> WHAT IS EXPECTED
Among the lines of the records below, copy those that hold the word "lists".

> DATASET RECORDS
===

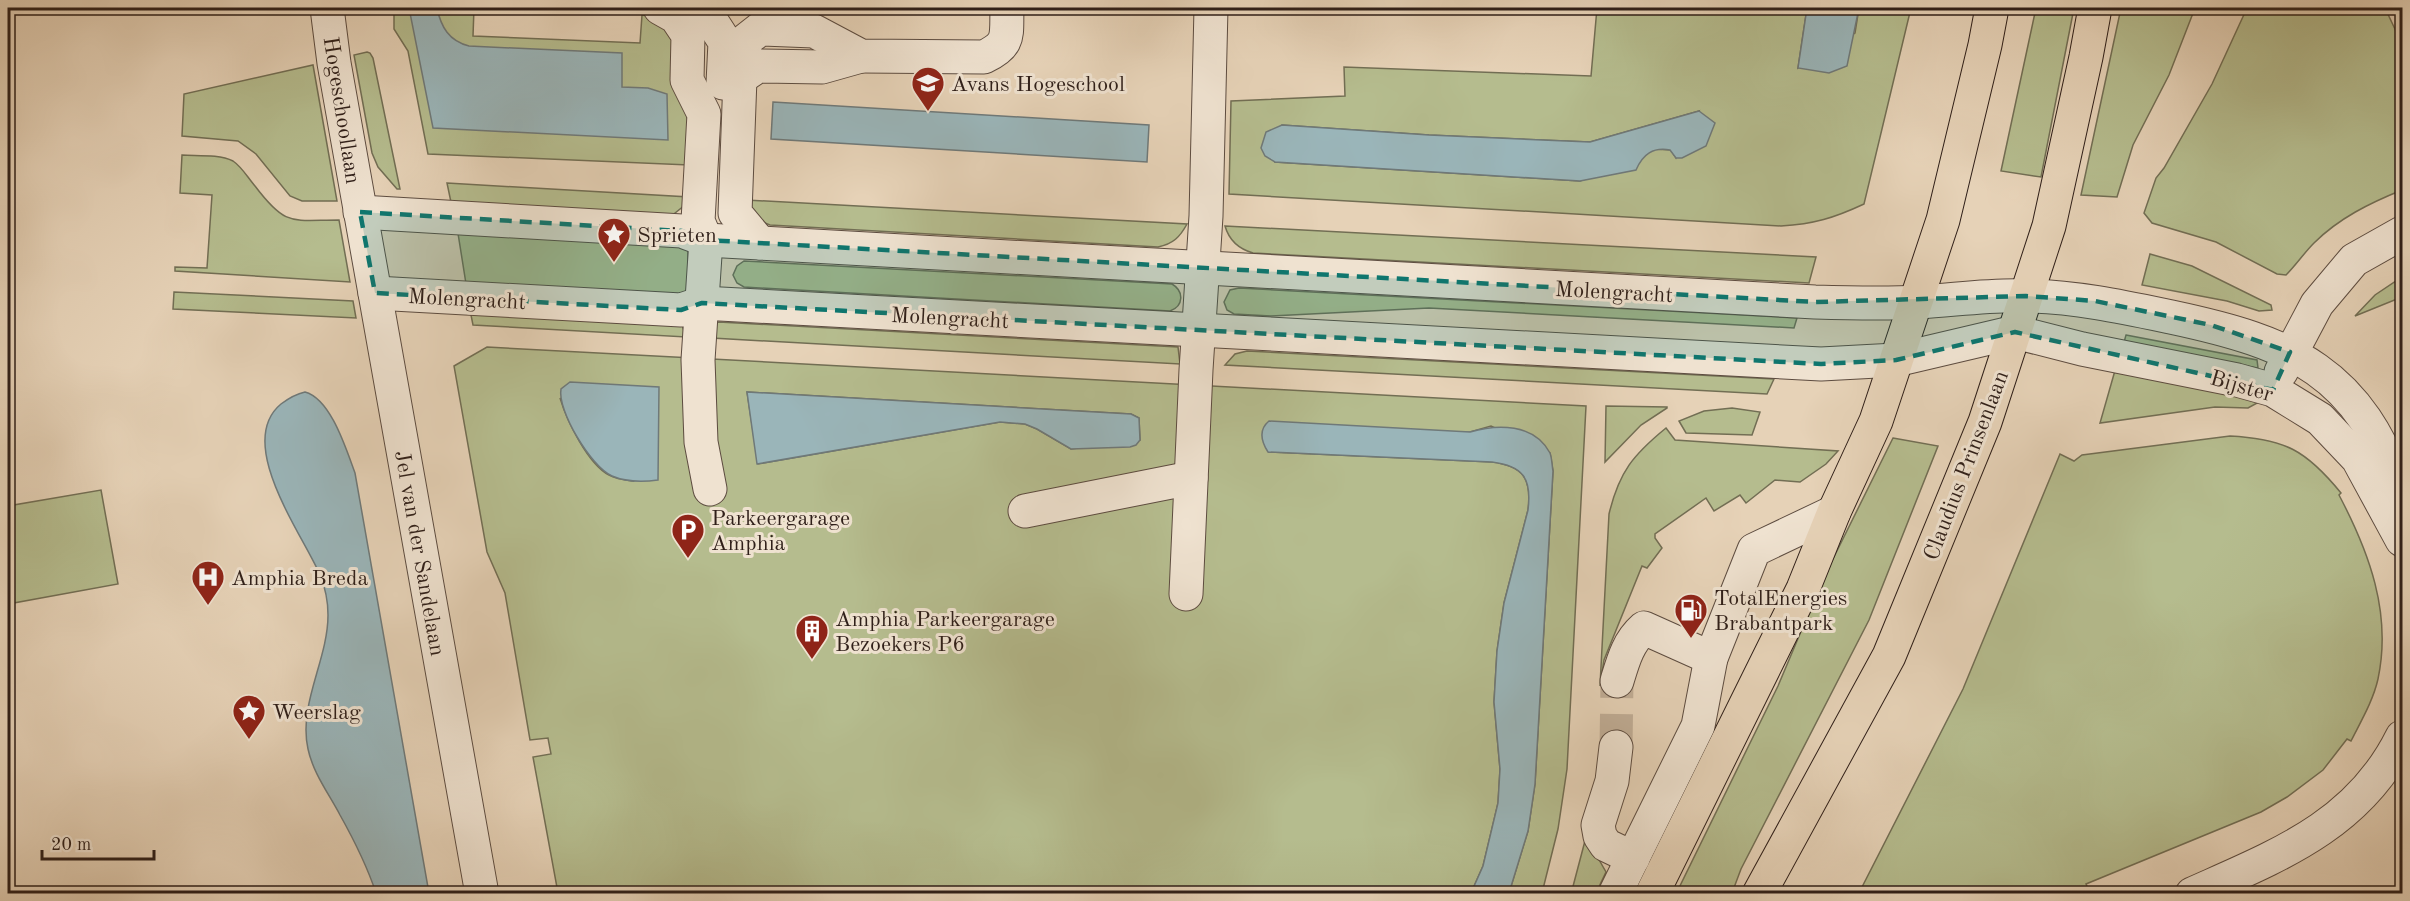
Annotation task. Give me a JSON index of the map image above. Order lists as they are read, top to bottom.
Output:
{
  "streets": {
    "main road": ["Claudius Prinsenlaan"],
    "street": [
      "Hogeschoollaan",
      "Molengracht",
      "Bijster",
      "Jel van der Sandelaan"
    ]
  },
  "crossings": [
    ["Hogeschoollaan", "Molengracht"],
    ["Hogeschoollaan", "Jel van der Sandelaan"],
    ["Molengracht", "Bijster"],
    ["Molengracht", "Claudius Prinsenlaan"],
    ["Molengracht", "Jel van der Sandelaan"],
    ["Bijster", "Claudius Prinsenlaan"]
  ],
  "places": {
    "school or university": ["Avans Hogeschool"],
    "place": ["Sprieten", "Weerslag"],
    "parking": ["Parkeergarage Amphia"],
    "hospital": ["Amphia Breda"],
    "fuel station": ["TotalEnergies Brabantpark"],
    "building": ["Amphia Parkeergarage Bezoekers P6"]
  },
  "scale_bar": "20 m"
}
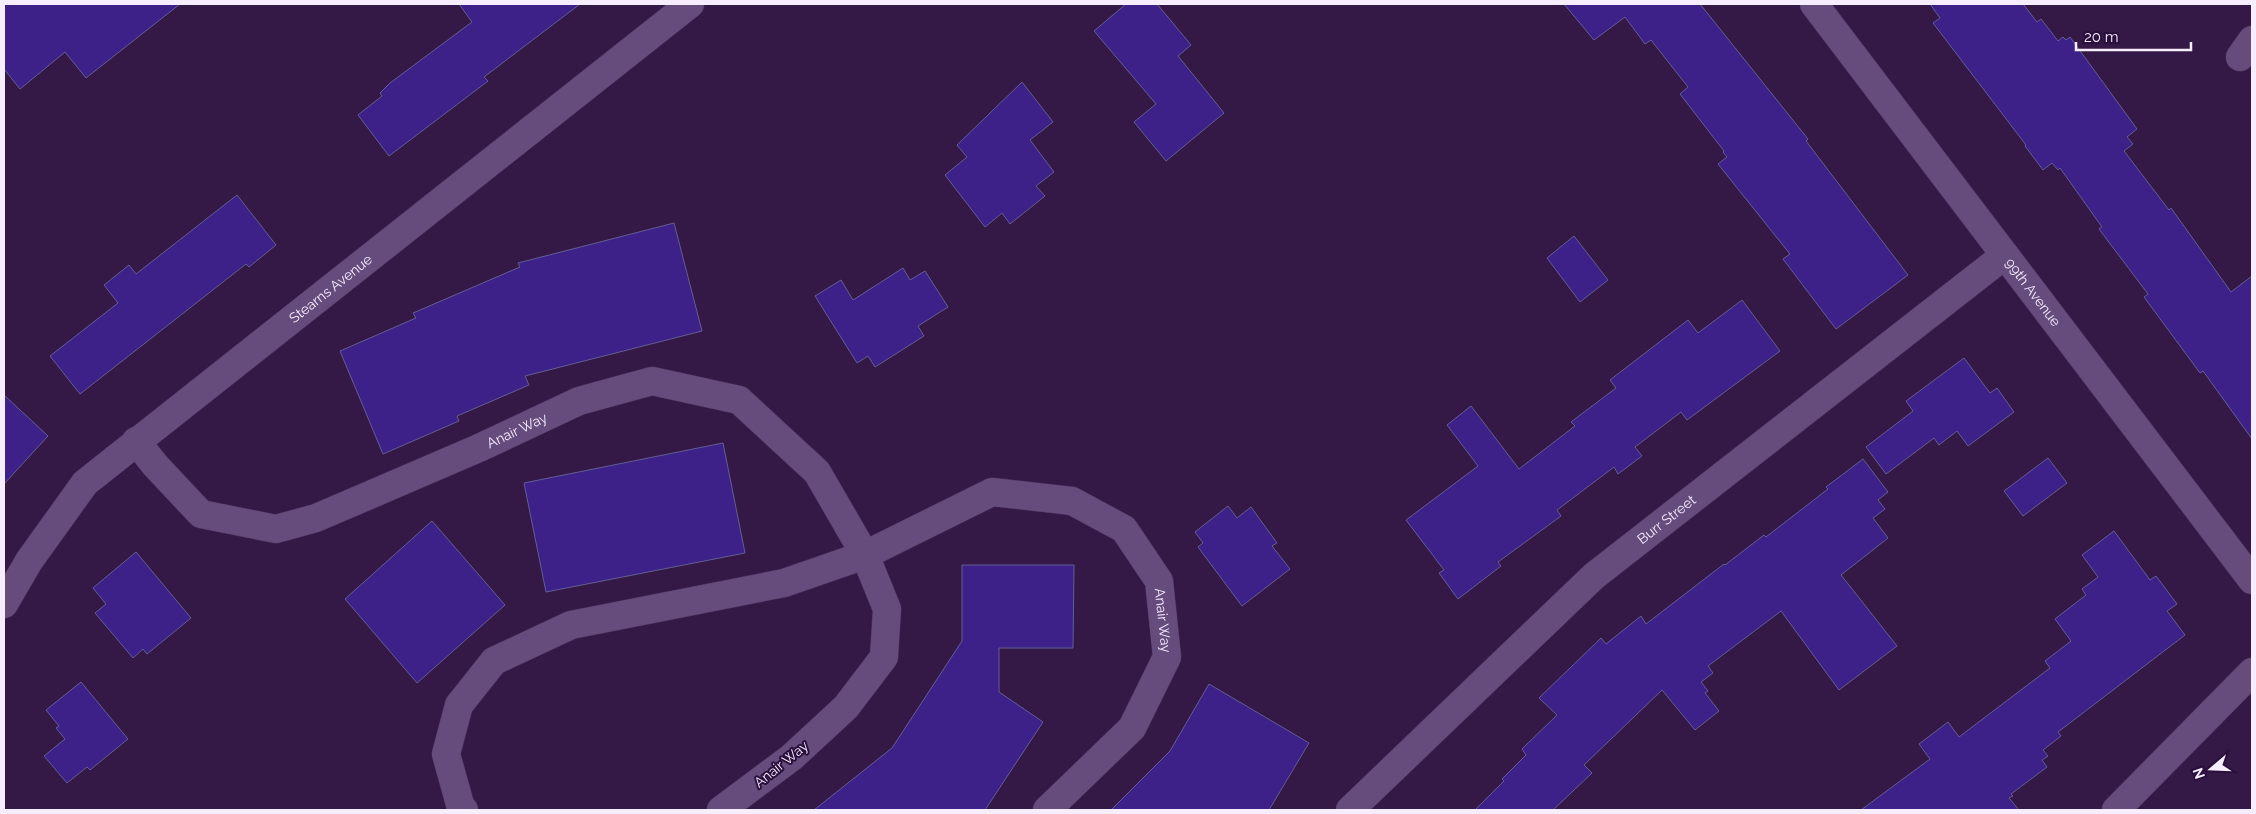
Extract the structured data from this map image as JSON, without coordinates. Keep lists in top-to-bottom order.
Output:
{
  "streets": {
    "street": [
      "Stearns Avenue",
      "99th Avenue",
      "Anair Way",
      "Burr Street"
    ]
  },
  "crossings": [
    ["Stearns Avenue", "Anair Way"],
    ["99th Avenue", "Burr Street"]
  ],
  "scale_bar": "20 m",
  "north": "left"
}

===

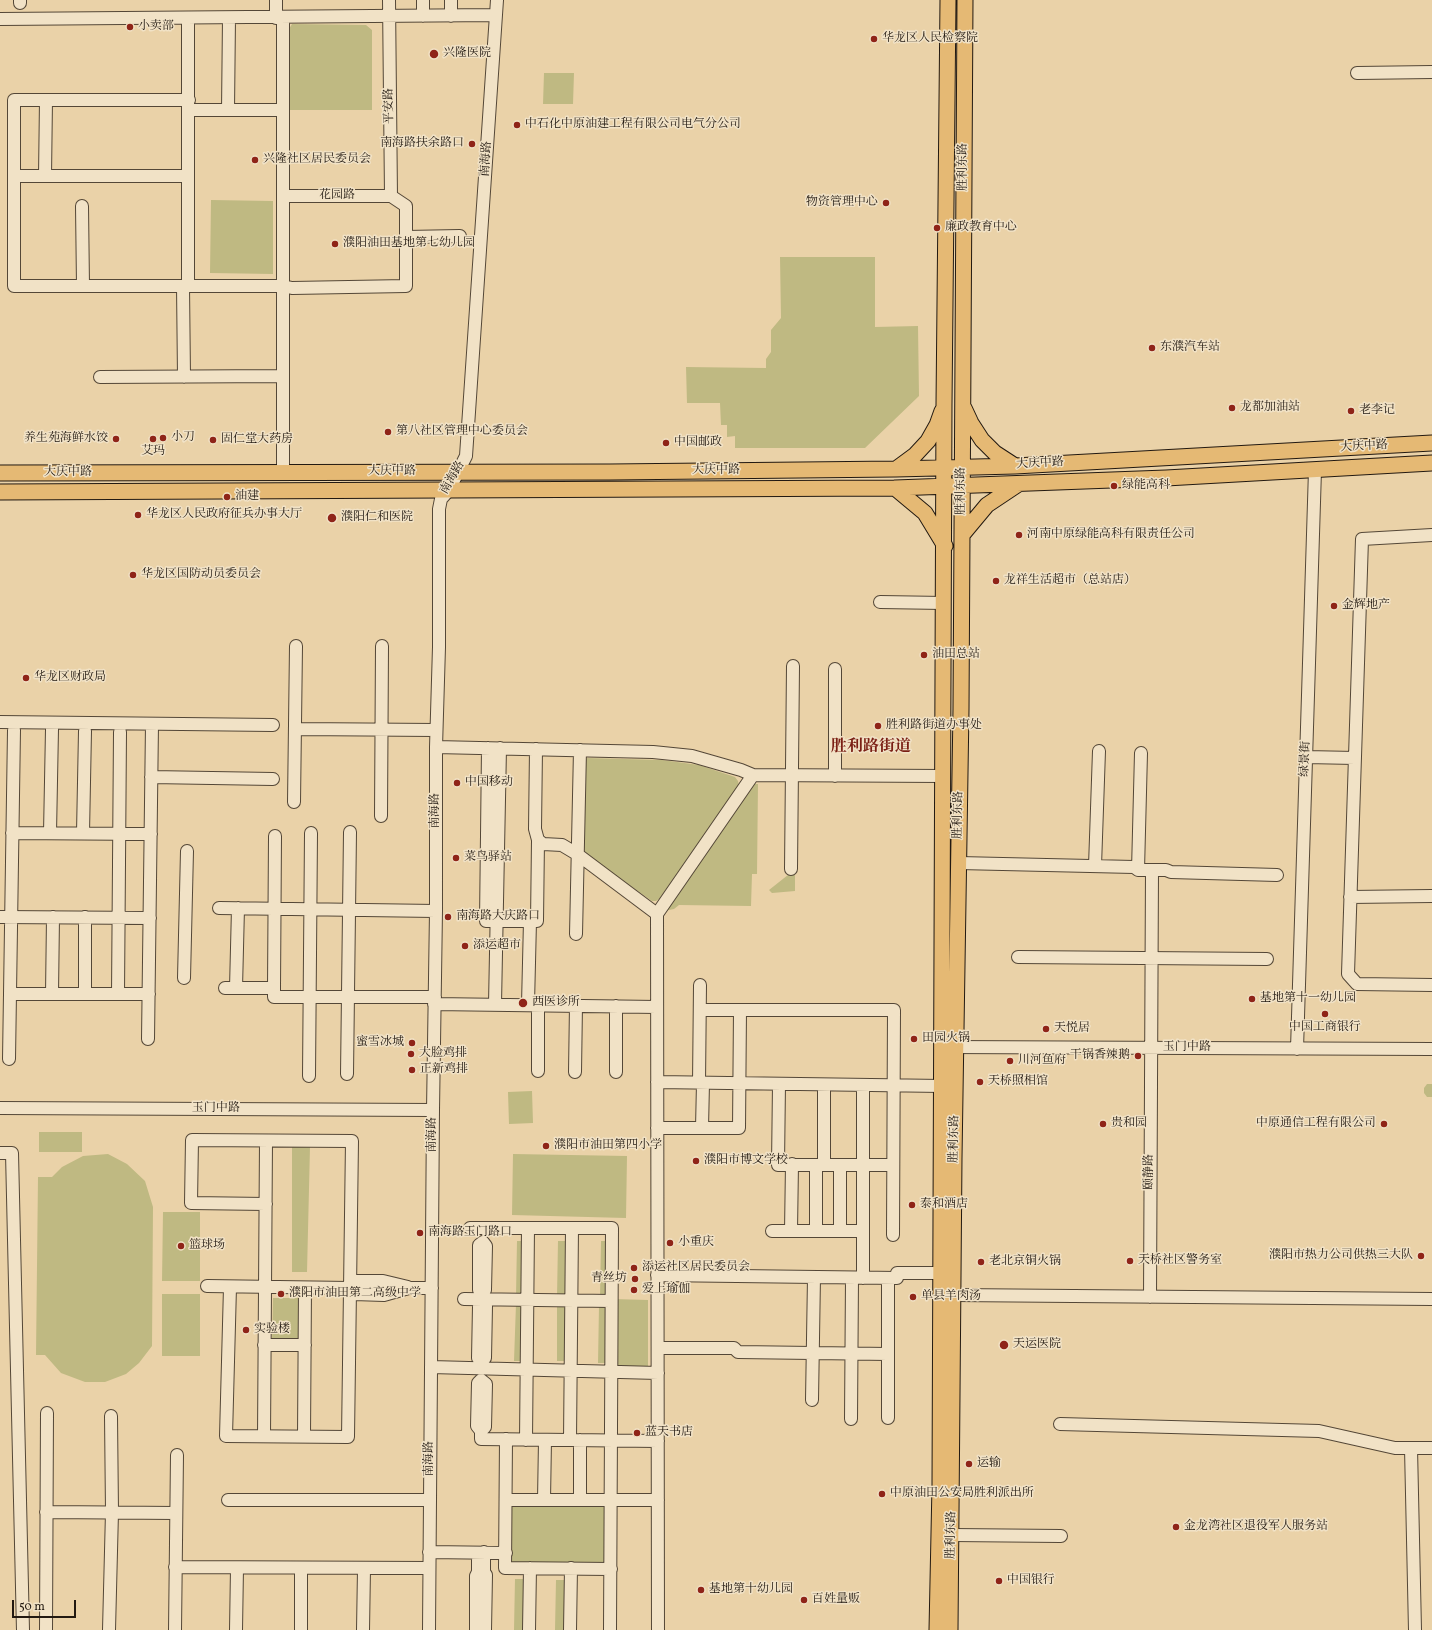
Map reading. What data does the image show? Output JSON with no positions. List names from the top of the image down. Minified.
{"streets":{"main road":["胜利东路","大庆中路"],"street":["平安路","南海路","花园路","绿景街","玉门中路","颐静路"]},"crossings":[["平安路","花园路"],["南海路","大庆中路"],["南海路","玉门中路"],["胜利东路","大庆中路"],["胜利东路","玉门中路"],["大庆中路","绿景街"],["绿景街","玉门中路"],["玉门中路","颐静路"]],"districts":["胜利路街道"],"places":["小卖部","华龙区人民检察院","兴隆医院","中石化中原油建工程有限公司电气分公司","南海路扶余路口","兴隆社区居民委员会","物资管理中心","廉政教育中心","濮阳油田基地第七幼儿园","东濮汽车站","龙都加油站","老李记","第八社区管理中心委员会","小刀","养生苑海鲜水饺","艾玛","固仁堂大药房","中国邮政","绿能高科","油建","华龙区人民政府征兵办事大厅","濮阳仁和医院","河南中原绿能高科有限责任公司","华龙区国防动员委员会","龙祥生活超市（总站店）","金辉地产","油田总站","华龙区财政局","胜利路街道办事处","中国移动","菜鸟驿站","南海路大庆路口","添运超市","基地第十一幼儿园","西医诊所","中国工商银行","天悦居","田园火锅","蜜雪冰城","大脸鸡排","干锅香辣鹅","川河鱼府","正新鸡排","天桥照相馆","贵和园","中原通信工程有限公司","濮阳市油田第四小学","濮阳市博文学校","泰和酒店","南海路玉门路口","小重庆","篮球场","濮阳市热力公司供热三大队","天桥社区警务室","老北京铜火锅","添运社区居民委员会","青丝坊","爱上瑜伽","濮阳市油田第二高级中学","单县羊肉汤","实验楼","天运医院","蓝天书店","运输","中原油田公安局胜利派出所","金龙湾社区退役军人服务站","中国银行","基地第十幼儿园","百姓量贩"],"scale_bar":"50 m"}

===

> SOLUTION BELOW
Annotation task. Give me a JSON index of the map image above. Order lists as they are read, top to bottom.
Extract the structured data from this map image as JSON, without coordinates. Keep lists in top-to-bottom order.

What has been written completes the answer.